[Collected data entries]
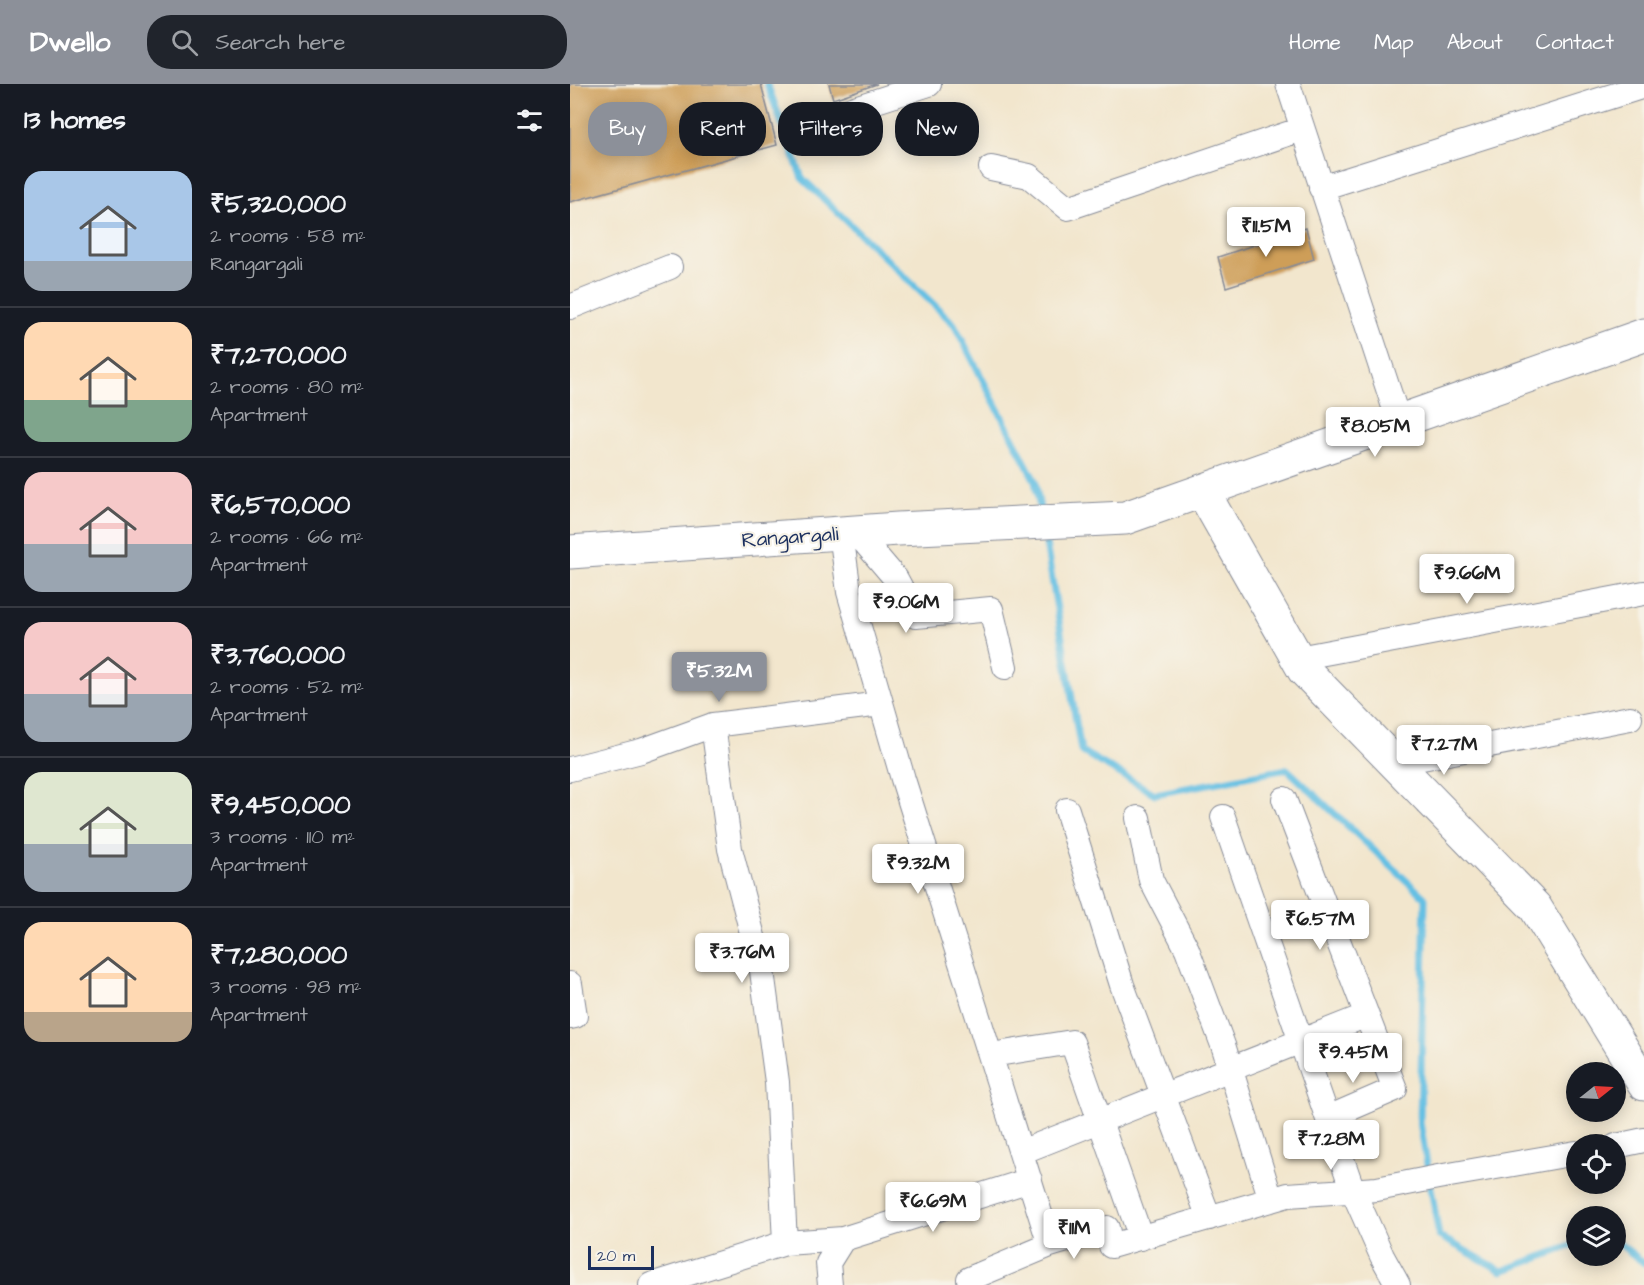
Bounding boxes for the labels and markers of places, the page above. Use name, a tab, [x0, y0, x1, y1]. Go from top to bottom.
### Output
pin: ₹11.5M	[1217, 207, 1315, 258]
pin: ₹8.05M	[1326, 407, 1424, 458]
pin: ₹9.66M	[1418, 554, 1516, 605]
pin: ₹9.06M	[857, 583, 955, 634]
pin: ₹5.32M	[670, 652, 768, 703]
pin: ₹7.27M	[1395, 725, 1493, 776]
pin: ₹9.32M	[869, 844, 967, 895]
pin: ₹6.57M	[1271, 900, 1369, 951]
pin: ₹3.76M	[693, 933, 791, 984]
pin: ₹9.45M	[1304, 1033, 1402, 1084]
pin: ₹7.28M	[1282, 1120, 1380, 1171]
pin: ₹6.69M	[884, 1182, 982, 1233]
pin: ₹11M	[1038, 1209, 1110, 1260]

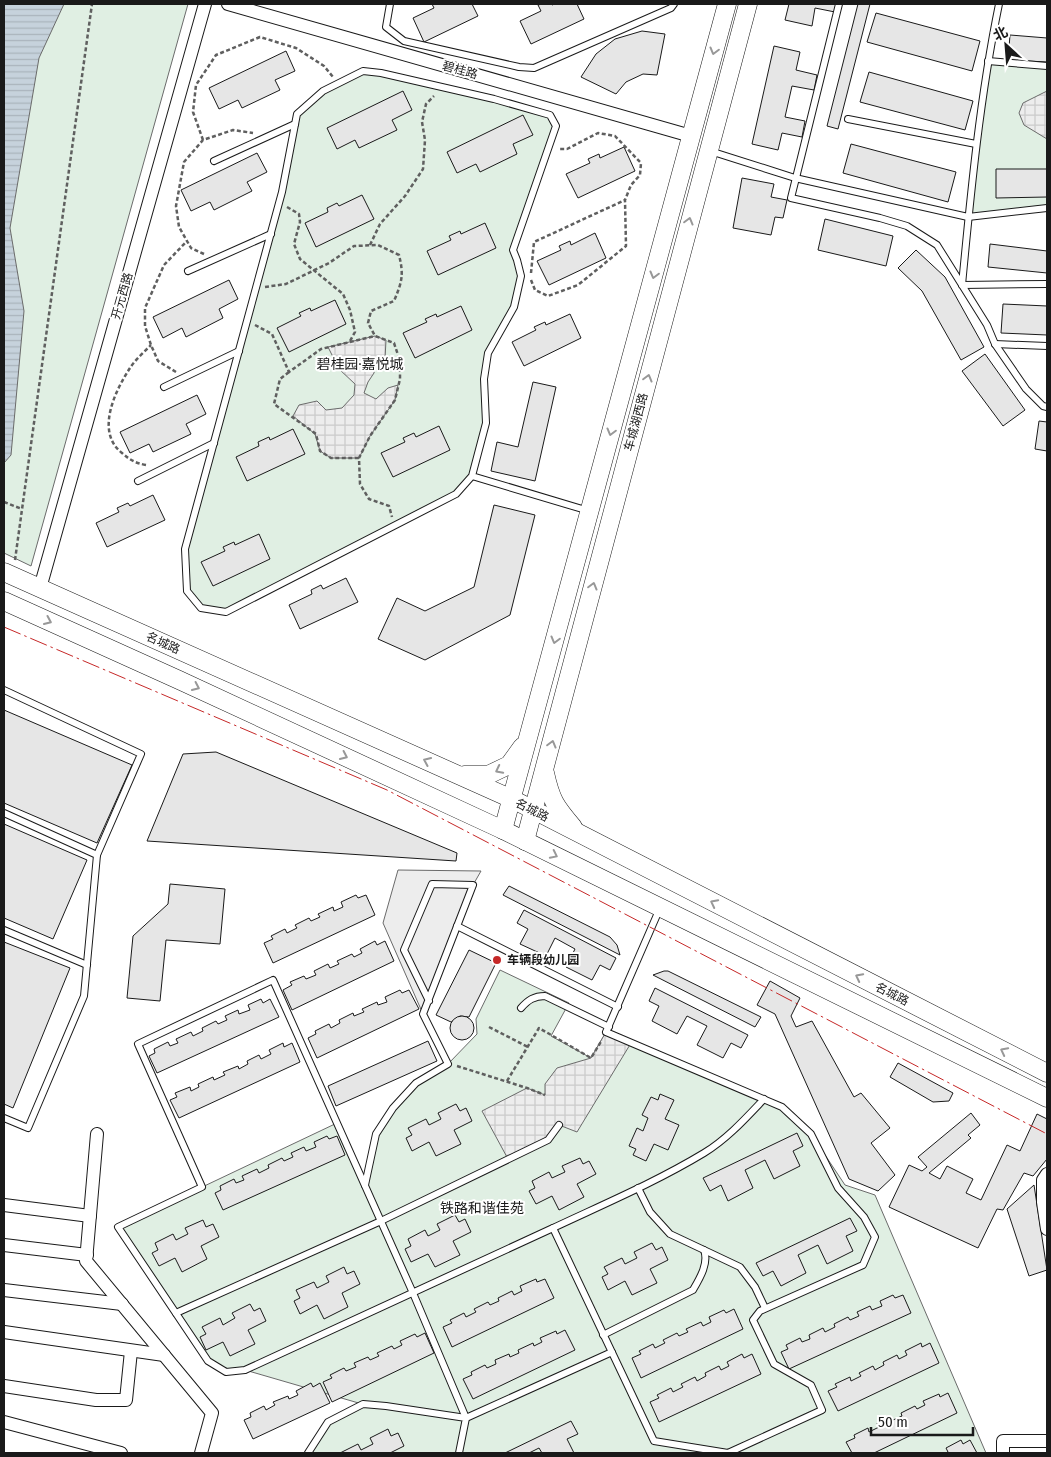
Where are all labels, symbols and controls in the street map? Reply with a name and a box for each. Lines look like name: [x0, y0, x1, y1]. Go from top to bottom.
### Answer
north arrow: [981, 20, 1031, 70]
text: 北: [991, 23, 1011, 44]
one-way arrow: [709, 46, 720, 55]
street label: 碧桂路: [441, 58, 479, 82]
one-way arrow: [683, 217, 694, 226]
street label: 开元西路: [109, 271, 135, 321]
one-way arrow: [649, 271, 659, 279]
district label: 碧桂园·嘉悦城: [317, 356, 403, 373]
one-way arrow: [642, 375, 652, 383]
street label: 车城湖西路: [621, 391, 651, 453]
one-way arrow: [606, 428, 617, 437]
one-way arrow: [587, 582, 598, 591]
one-way arrow: [43, 614, 52, 625]
street label: 名城路: [144, 629, 182, 657]
one-way arrow: [550, 635, 561, 644]
one-way arrow: [191, 681, 200, 692]
one-way arrow: [546, 739, 557, 748]
one-way arrow: [339, 750, 348, 760]
one-way arrow: [423, 757, 432, 768]
one-way arrow: [495, 763, 504, 774]
street label: 名城路: [513, 796, 551, 824]
one-way arrow: [549, 849, 558, 859]
one-way arrow: [711, 899, 720, 909]
place label: 车辆段幼儿园: [507, 953, 579, 967]
marker: 车辆段幼儿园: [491, 954, 503, 966]
one-way arrow: [855, 973, 864, 983]
street label: 名城路: [873, 980, 911, 1008]
one-way arrow: [1000, 1047, 1009, 1057]
district label: 铁路和谐佳苑: [440, 1200, 524, 1217]
scale bar: [871, 1404, 974, 1436]
text: 50 m: [878, 1413, 908, 1431]

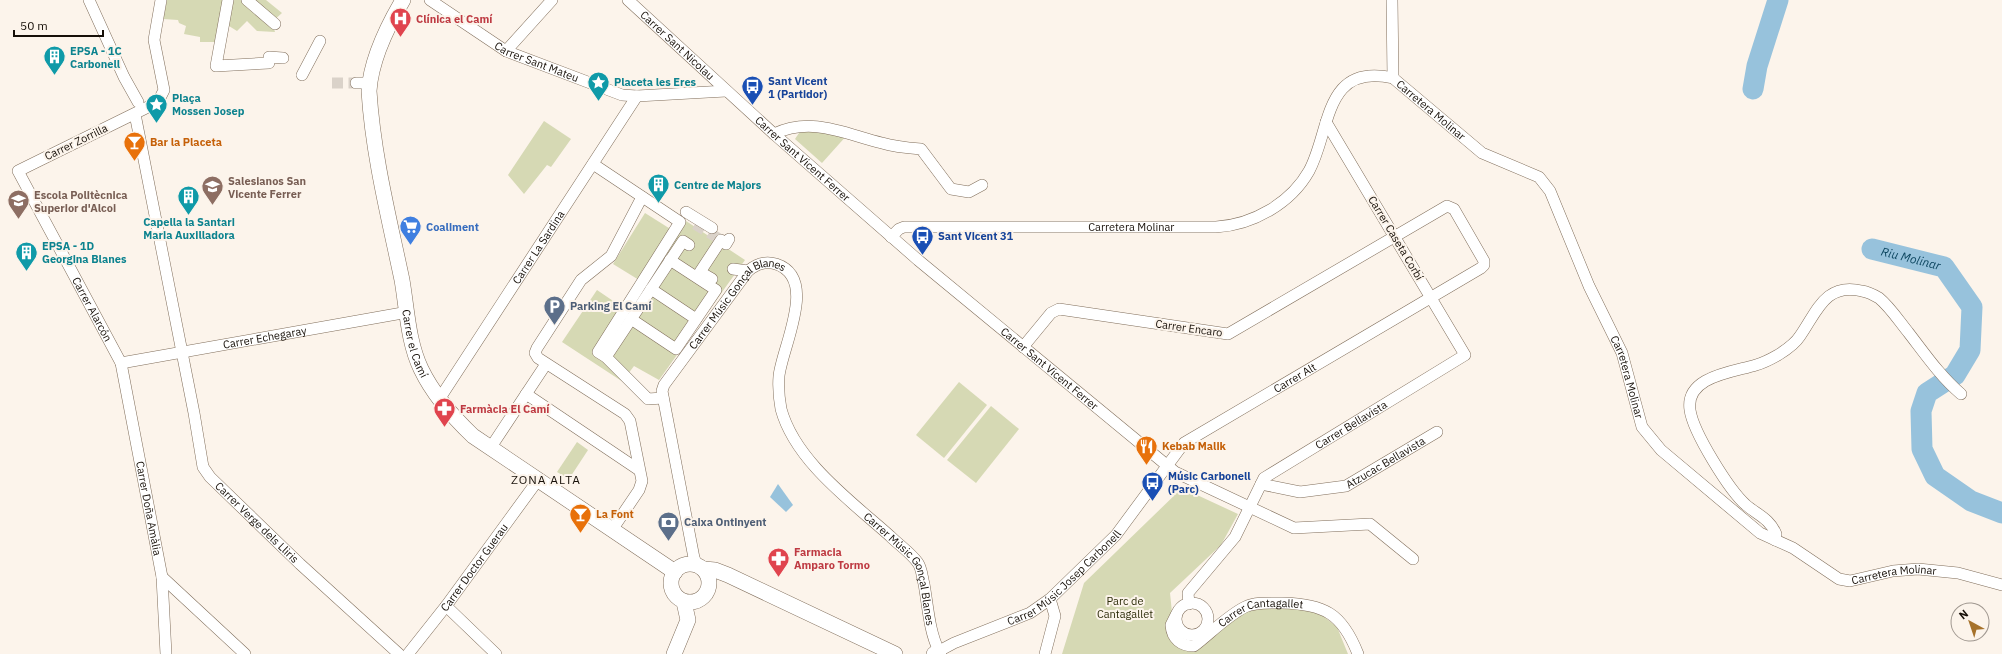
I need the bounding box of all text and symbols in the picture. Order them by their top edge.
hospital icon: Clínica el Camí [387,6,413,39]
street label: Carrer Sant Nicolau [637,8,717,83]
scale bar [14,12,103,38]
place label: Clínica el Camí [416,12,493,26]
text: 50 m [20,18,48,33]
street label: Carrer Sant Mateu [492,38,581,85]
building icon: EPSA - 1C Carbonell [41,44,67,77]
place label: EPSA - 1C Carbonell [70,44,122,71]
place icon: Placeta les Eres [586,69,612,102]
bus stop icon: Sant Vicent 1 (Partidor) [740,74,766,107]
place label: Sant Vicent 1 (Partidor) [768,74,827,101]
place label: Placeta les Eres [614,75,697,89]
street label: Carretera Molinar [1394,77,1468,143]
place icon: Plaça Mossen Josep [144,91,170,124]
place label: Plaça Mossen Josep [172,91,245,118]
street label: Carrer Sant Vicent Ferrer [752,113,853,204]
street label: Carrer Zorrilla [42,121,110,163]
bar icon: Bar la Placeta [121,129,147,162]
place label: Bar la Placeta [150,135,222,149]
building icon: Centre de Majors [646,172,672,205]
school or university icon: Salesianos San Vicente Ferrer [199,174,225,207]
place label: Salesianos San Vicente Ferrer [228,174,306,201]
place label: Centre de Majors [674,178,762,192]
building icon: Capella la Santari Maria Auxilladora [176,183,202,216]
school or university icon: Escola Politècnica Superior d'Alcoi [6,188,32,221]
place label: Escola Politècnica Superior d'Alcoi [34,188,128,215]
street label: Carrer Caseta Corbí [1365,193,1427,283]
street label: Carrer La Sardina [509,208,567,287]
supermarket icon: Coaliment [398,214,424,247]
place label: Capella la Santari Maria Auxilladora [143,215,235,242]
place label: Coaliment [426,220,479,234]
street label: Carretera Molinar [1088,220,1174,234]
bus stop icon: Sant Vicent 31 [909,223,935,256]
place label: Sant Vicent 31 [938,229,1014,243]
building icon: EPSA - 1D Georgina Blanes [13,239,39,272]
place label: EPSA - 1D Georgina Blanes [42,239,127,266]
water label: Riu Molinar [1880,244,1943,273]
street label: Carrer Músic Gonçal Blanes [686,256,789,352]
street label: Carrer Alarcón [69,275,115,344]
parking icon: Parking El Camí [541,293,567,326]
place label: Parking El Camí [570,299,652,313]
street label: Carrer el Camí [399,309,431,380]
street label: Carrer Encaro [1155,316,1223,340]
street label: Carrer Echegaray [222,323,308,352]
street label: Carrer Sant Vicent Ferrer [998,324,1101,413]
street label: Carretera Molinar [1607,333,1646,420]
street label: Carrer Alt [1271,360,1319,396]
pharmacy icon: Farmàcia El Camí [432,396,458,429]
street label: Carrer Bellavista [1313,397,1390,452]
place label: Farmàcia El Camí [460,402,550,416]
restaurant icon: Kebab Malik [1134,433,1160,466]
street label: Atzucac Bellavista [1343,434,1428,492]
place label: Kebab Malik [1162,439,1227,453]
street label: Carrer Doña Amàlia [133,460,165,557]
bus stop icon: Músic Carbonell (Parc) [1140,469,1166,502]
place label: Músic Carbonell (Parc) [1168,469,1251,496]
district label: ZONA ALTA [511,472,581,487]
street label: Carrer Verge dels Lliris [212,479,302,566]
bar icon: La Font [567,501,593,534]
place label: La Font [596,507,634,521]
bank icon: Caixa Ontinyent [656,509,682,542]
street label: Carrer Músic Gonçal Blanes [861,509,938,627]
place label: Caixa Ontinyent [684,515,767,529]
street label: Carrer Doctor Guerau [437,521,511,614]
street label: Carrer Músic Josep Carbonell [1005,527,1124,628]
pharmacy icon: Farmacia Amparo Tormo [766,545,792,578]
place label: Farmacia Amparo Tormo [794,545,870,572]
street label: Carretera Molinar [1850,562,1937,587]
park label: Parc de Cantagallet [1097,594,1153,621]
street label: Carrer Cantagallet [1215,596,1304,630]
north arrow [1950,602,1990,642]
text: N [1956,606,1971,622]

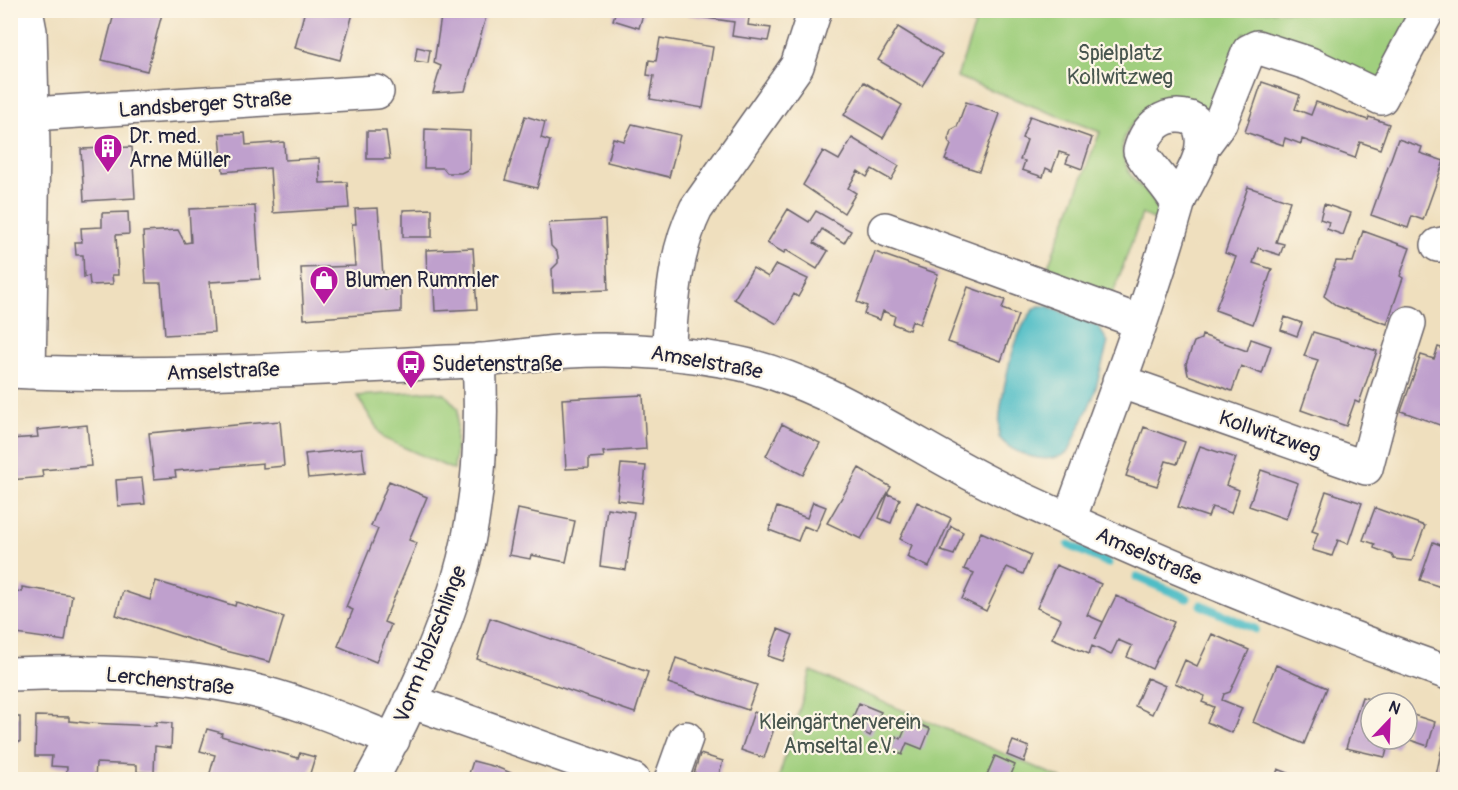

Your objective: Beginning with the first line of the records and ending with the line that contains "Where are all", reproduce every line exactly, omitting pictures and adding nothing.

Exercise output:
Bounding boxes for the labels and markers of places, the page above. Use name, a tab, [x0, y0, x1, y1]. Go from top to bottom.
### Output
pin: ₹11.5M	[1217, 207, 1315, 258]
pin: ₹8.05M	[1326, 407, 1424, 458]
pin: ₹9.66M	[1418, 554, 1516, 605]
pin: ₹9.06M	[857, 583, 955, 634]
pin: ₹5.32M	[670, 652, 768, 703]
pin: ₹7.27M	[1395, 725, 1493, 776]
pin: ₹9.32M	[869, 844, 967, 895]
pin: ₹6.57M	[1271, 900, 1369, 951]
pin: ₹3.76M	[693, 933, 791, 984]
pin: ₹9.45M	[1304, 1033, 1402, 1084]
pin: ₹7.28M	[1282, 1120, 1380, 1171]
pin: ₹6.69M	[884, 1182, 982, 1233]
pin: ₹11M	[1038, 1209, 1110, 1260]

Where are all labels, symbols and controls in the street map? Reply with a name and a box for each. Lines look like name: [x0, y0, x1, y1]. Go from top to bottom.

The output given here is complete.